Family demand answers after Samuel Seeto died in bed following ‘inadequate’ GP consultation
THE family of a young computer analyst are demanding answers after a GP sent the critcally ill Sydney man home to take Nurofen.
THE family of a man who died after being misdiagnosed with the flu want the Sydney doctor responsible hauled before the State’s health authorities.
Barrister Richard O’Keefe told Glebe Coroners Court that computer analyst 29-year-old Samuel Seeto would still be alive today if not for Dr Bhikhubhai Patel’s incompetence when failing to recognise how gravely ill he had been.

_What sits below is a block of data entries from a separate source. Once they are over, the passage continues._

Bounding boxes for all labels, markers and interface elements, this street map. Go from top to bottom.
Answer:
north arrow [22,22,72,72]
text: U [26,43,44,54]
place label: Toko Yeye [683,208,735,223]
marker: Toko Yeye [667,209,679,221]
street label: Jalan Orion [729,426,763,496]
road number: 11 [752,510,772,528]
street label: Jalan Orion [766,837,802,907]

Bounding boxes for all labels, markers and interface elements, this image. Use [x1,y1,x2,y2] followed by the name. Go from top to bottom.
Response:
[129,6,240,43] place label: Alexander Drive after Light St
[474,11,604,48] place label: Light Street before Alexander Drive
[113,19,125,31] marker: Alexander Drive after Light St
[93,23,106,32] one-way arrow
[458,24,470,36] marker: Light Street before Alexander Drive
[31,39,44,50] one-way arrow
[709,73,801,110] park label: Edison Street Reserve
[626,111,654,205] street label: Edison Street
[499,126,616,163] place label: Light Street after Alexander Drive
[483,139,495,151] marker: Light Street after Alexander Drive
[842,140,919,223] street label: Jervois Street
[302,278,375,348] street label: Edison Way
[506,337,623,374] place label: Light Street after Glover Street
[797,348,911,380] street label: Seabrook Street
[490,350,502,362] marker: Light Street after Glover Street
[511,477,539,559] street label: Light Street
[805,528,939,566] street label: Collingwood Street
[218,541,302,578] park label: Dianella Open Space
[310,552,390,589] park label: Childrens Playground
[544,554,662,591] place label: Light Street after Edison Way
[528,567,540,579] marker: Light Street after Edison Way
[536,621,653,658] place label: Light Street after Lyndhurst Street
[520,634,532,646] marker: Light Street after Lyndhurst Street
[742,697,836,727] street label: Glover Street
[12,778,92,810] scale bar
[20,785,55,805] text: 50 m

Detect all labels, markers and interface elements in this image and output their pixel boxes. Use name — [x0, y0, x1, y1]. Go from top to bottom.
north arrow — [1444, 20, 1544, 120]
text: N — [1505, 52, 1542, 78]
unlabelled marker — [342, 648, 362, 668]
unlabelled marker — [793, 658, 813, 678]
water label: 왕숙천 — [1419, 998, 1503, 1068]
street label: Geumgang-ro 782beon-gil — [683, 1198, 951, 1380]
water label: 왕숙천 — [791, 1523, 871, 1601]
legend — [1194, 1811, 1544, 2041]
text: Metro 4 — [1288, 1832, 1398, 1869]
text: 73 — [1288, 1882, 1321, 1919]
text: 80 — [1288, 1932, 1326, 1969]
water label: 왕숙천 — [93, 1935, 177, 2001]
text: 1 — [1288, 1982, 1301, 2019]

Mr O’Keefe, representing Mr Seeto’s family, said they wanted Deputy State Coroner Teresa O’Sullivan to refer the case to the NSW Health Care Complaints Commission yesterday.
The barrister said Dr Patel’s decision to send home Mr Seeto — who had collapsed in the Chatswood Medical Centre’s waiting room minutes before seeing the doctor — after telling him to take some Nurofen tablets, was ‘‘woefully short of what was appropriate’‘.
Mr Seeto was found dead in his bed at Forestville by his father about 4pm on December 6, 2015. He had been suffering from the heart disease myocarditis.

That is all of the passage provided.